One of the objects, a page from a ledger that recorded all the birds seen at Awbury Arboretum in the 1920s, arrived in 15 pieces. The ledger had been mounted to an acidic cardboard, which over 90 years slowly broke down the paper, literally ripping itself apart. Some of the entries are impossible to read.

“We’re going to wash the object to remove the discoloration, and remove the acidic backing,” said Corine Norman McHugh, a paper conservator at the center. “That will brighten the paper and make it more healthy — more flexible, less brittle.”

McHugh and her colleagues will be doing this work inside the Temple Contemporary art gallery. Director Robert Blackson hopes the public will watch all this very particular attention paid to stabilizing the objects, then engage in discussion about the ideals they represent.

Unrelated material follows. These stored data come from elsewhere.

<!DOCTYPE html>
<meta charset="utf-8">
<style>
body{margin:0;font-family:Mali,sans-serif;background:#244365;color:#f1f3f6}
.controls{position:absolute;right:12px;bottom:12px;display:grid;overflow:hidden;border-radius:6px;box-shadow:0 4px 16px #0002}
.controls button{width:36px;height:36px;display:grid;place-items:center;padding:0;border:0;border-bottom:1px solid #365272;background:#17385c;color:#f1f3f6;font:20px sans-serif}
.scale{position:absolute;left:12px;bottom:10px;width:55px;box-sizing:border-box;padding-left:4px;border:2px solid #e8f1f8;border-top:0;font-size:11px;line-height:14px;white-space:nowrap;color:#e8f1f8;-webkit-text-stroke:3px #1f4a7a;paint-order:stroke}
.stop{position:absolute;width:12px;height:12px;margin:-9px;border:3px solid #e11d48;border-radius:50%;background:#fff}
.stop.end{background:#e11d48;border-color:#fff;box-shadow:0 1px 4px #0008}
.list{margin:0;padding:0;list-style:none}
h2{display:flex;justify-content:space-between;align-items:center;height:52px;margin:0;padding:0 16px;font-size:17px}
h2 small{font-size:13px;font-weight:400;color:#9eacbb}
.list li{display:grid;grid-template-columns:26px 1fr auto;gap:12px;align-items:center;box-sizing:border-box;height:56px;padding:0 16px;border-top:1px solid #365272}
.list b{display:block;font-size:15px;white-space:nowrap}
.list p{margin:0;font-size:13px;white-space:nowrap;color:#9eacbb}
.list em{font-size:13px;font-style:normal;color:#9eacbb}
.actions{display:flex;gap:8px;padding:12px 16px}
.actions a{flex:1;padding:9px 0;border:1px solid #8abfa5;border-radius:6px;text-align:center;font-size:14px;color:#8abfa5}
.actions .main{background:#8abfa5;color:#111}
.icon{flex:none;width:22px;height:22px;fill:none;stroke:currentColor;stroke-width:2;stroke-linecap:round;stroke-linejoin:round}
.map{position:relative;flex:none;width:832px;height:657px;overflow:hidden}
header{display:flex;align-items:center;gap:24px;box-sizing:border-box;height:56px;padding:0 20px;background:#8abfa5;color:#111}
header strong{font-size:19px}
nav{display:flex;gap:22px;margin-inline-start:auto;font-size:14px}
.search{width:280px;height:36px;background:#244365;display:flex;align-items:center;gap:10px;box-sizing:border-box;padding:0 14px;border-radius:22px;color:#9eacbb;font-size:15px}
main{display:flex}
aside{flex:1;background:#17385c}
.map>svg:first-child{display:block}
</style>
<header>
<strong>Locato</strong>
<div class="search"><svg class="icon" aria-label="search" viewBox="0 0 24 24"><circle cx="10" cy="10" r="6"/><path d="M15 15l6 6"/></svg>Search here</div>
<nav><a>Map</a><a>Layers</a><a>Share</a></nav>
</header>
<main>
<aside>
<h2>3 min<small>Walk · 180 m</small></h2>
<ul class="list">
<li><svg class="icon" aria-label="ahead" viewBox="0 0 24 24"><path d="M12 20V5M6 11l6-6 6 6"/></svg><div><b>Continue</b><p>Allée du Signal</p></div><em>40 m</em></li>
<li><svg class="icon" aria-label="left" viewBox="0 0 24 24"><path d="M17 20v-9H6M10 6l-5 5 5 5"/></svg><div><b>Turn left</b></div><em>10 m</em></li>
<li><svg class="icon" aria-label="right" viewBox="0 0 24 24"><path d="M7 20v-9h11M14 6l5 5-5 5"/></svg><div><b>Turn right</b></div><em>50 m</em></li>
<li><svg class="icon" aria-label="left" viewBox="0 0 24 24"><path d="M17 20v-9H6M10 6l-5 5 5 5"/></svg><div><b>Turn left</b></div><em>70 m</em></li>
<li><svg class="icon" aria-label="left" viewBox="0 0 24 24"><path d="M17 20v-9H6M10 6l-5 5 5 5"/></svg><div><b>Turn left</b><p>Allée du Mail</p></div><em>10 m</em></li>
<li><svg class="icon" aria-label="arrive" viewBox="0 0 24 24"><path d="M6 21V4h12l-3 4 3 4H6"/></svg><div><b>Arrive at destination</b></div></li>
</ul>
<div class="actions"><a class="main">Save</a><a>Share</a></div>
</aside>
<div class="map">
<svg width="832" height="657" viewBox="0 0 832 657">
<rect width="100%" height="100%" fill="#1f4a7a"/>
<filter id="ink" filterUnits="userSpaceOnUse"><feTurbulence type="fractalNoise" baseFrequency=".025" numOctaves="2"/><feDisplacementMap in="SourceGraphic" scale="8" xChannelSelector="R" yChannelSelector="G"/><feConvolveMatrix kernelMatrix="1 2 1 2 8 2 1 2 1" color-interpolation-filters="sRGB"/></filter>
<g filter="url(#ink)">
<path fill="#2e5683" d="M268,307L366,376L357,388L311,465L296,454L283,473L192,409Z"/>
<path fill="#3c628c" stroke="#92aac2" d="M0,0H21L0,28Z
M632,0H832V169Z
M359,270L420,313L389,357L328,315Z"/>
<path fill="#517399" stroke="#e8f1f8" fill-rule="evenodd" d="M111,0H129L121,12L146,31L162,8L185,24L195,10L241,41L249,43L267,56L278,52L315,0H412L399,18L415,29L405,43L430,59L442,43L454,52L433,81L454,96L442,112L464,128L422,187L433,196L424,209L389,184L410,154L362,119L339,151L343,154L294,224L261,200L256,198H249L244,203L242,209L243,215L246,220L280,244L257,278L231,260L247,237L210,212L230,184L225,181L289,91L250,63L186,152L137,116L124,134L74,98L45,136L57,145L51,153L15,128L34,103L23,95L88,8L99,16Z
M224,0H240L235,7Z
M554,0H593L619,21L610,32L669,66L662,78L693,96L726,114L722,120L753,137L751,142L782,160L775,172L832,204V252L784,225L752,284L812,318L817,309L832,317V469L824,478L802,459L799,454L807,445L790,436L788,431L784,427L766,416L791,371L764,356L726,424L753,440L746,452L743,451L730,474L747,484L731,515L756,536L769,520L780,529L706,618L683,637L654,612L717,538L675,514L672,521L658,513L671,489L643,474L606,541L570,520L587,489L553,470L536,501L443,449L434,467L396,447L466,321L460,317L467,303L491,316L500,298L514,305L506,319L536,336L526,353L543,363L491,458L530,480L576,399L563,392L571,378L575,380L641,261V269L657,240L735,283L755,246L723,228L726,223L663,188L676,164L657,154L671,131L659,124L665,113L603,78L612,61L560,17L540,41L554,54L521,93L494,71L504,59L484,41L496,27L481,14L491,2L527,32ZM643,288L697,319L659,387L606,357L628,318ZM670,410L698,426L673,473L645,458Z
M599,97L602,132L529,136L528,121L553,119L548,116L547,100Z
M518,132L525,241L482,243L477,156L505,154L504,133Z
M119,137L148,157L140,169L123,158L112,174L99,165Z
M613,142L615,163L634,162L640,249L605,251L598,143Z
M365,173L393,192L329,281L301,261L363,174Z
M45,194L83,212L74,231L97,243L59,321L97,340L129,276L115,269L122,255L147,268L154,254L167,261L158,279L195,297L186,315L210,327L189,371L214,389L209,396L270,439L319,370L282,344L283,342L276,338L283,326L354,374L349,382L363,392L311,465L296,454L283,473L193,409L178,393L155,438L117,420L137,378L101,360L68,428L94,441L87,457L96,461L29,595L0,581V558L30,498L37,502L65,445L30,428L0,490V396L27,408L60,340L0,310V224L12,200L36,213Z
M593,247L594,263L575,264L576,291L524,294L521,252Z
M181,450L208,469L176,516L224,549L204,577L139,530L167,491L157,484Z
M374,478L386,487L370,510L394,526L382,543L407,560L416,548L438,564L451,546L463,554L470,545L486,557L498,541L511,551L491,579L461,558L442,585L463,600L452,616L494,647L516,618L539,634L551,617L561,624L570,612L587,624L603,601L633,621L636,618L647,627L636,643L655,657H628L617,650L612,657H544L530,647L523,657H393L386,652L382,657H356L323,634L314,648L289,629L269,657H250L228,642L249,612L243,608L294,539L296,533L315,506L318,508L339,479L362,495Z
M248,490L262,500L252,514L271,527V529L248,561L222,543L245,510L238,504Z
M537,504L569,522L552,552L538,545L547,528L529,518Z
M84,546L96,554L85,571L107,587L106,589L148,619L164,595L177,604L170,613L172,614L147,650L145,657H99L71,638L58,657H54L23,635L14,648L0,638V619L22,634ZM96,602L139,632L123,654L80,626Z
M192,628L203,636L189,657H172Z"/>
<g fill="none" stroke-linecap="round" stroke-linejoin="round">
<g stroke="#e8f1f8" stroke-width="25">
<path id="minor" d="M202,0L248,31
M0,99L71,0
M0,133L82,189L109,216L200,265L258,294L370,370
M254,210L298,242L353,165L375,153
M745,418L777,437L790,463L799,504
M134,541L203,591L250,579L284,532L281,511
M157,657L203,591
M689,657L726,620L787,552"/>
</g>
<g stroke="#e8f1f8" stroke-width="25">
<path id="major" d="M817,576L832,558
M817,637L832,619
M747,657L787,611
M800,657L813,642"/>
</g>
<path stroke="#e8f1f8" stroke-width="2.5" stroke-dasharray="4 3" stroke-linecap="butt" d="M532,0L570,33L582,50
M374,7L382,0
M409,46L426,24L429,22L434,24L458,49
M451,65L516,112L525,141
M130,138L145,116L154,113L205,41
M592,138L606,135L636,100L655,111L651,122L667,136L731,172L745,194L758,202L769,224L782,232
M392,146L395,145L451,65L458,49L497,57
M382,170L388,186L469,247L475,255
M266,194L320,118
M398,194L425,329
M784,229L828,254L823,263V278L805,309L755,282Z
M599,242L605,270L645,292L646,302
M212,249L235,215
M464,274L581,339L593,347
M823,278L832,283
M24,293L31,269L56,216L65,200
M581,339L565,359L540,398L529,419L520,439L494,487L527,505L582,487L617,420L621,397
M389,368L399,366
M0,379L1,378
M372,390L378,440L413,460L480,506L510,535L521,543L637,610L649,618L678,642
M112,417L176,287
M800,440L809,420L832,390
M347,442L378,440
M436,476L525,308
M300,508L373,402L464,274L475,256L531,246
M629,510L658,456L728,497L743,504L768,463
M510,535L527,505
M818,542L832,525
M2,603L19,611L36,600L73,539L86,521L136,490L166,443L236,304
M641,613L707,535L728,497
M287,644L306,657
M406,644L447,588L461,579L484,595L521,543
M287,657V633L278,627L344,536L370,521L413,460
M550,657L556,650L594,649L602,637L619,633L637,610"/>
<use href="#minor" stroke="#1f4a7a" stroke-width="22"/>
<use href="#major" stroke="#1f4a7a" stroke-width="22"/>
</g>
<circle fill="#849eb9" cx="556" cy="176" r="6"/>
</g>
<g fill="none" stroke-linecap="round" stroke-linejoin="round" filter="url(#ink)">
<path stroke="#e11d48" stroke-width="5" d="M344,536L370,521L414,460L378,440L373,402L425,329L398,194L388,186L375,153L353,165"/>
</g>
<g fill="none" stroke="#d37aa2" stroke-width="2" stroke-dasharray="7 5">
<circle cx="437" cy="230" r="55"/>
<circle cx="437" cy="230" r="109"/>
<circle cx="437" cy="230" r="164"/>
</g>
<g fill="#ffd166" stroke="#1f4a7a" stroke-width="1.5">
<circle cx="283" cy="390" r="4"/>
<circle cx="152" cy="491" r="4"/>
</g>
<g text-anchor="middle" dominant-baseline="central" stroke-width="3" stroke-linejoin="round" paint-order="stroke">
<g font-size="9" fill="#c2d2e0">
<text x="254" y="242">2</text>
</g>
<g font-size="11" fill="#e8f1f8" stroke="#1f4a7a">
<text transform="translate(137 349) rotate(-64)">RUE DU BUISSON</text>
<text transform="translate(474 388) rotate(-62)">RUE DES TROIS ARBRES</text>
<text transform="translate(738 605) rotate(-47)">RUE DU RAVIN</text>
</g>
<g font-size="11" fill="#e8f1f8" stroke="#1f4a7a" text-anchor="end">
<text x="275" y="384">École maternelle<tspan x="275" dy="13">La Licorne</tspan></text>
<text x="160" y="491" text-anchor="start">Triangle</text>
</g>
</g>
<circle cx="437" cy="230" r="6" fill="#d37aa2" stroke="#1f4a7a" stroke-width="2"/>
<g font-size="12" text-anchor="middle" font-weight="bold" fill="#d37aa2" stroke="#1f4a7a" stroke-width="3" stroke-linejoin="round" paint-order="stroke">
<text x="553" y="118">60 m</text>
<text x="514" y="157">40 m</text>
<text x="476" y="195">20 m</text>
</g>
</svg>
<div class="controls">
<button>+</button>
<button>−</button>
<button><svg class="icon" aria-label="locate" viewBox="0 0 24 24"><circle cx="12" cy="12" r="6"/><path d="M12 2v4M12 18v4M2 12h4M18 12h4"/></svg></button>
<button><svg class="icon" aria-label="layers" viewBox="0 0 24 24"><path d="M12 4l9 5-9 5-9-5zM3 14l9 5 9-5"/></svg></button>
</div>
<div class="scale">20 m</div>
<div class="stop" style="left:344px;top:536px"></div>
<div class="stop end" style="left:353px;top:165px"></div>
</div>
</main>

That ledger of birds will ultimately go back to Awbury Arboretum, a 55-acre plot in Germantown founded by Quakers nearly 100 years to preserve a green space inside what was a quickly sprawling city. The ledger lists birds which have not been seen anywhere in Philadelphia for decades.

As both an historic and scientific document, it represents the ideals of the arboretum.

“The Quakers founded it to be a park and arboretum for the quiet contemplation of nature,” said board chair Mark Sellers. “It was important — it was explicit — and interest in birds goes all the way back to our turn-of-the-century founders.”

Also on Sept. 26th, WHYY will host a conservation clinic as part of “Restoring Ideals.” Experts from the Conservation Center for Art and Historic Artifacts will offer advice on conserving personal heirlooms and antiques. Registration is required.